BACK TO POLITICS AS USUAL
BY JULIANNE MALVEAUX
I wish I had Ari Fleishman’s speechwriter. The White House spokesman was a
fountain of alliteration in a press conference where he pushed the Senate to
act on some of the 157 administration nominations that are awaiting
confirmation. This is about “people, not partisanship,” Fleishman said,
“progress, not payback”. Actually, from where I sit it is about sounding
good and saying nothing. The White House is especially incensed that Eugene
Scalia, a conservative labor attorney and son of US Supreme Court Justice
Antonin Scalia hasn’t been confirmed and, according to Senate Majority Leader
Tom Daschle, isn’t likely to be.
Bush has nominated Scalia to be Solicitor General at the US Department
of Labor, but it is a bad joke to place this anti-labor lawyer in the third
most important job at Labor, and to expect him to be an advocate for workers.
Indeed, Mr. Scalia has been a vocal opponent of President Clinton’s efforts
to address repetitive motion injuries. Democrats and union leaders say that
if Scalia goes to the Labor Department, he could undermine a whole range of
worker protections. Indeed, because the Solicitor General has a role in
every policy decision of the labor department, along with every legislative,
regulator and enforcement initiative of the department, Scalia can harm
workers simply by deciding to ignore certain policies. “Scalia’s extreme
views make clear that he does not believe in enforcement of the nation’s job
safety and health laws,” said Edwin D. Hill, president of the International
Brotherhood of Electrical Workers. “That makes him totally unsuitable for the
job—and we intend to make that clear to every senator.” Granted, Mr. Scalia’s
philosophy is consistent with Mr. Bush’s, but with workers under attack right
now, it seems a special insult to place such an anti-worker lawyer in the
chief legal role at the Labor Department.

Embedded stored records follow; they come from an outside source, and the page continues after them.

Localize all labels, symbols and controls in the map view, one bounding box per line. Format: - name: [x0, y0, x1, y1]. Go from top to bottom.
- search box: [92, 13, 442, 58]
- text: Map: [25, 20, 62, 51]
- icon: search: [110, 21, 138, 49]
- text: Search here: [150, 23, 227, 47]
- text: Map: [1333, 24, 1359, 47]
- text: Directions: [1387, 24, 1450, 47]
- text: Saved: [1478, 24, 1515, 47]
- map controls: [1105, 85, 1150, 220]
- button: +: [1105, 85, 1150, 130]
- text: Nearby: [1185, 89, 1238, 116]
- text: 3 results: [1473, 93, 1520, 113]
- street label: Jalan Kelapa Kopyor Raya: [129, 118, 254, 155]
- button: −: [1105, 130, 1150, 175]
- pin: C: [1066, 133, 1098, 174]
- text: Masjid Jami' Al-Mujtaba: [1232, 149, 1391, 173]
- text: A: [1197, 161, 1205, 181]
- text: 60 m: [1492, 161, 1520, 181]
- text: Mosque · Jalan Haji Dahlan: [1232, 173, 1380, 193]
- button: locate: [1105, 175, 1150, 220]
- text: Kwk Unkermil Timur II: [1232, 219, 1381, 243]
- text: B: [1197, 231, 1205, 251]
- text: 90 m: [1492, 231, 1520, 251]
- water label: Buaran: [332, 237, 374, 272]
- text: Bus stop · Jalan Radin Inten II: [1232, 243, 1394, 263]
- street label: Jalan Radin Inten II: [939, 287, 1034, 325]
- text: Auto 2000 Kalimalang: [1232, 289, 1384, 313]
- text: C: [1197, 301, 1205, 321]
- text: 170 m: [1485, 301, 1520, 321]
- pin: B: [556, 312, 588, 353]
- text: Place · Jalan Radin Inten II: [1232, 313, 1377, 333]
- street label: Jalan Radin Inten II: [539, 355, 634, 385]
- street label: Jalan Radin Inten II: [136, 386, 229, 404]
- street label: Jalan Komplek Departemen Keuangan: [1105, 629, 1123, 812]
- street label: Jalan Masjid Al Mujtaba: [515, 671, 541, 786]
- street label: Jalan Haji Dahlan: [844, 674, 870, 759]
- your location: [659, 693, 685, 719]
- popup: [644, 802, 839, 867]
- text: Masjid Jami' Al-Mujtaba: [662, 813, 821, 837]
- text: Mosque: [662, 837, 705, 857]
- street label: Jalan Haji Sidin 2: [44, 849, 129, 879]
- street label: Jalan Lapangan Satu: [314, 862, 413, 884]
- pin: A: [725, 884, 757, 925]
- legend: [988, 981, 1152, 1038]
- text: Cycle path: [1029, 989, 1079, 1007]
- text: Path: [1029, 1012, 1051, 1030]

Senate Labor Committee Chairman Edward Kennedy (D-Massachusetts) says
that he thinks Scalia’s views are outside the mainstream on worker rights
issues. “Mr. Scalia has argued that union workplaces should be exempted from
certain workplace laws, such as regular Occupational Safety and Health
Administration inspections and the overtime requirements of the Fair Labor
Standards Act,” Kennedy said in his statement before the committee. He also
said Scalia has argued that employees should pay for their own safety
equipment, even when the equipment is required by law.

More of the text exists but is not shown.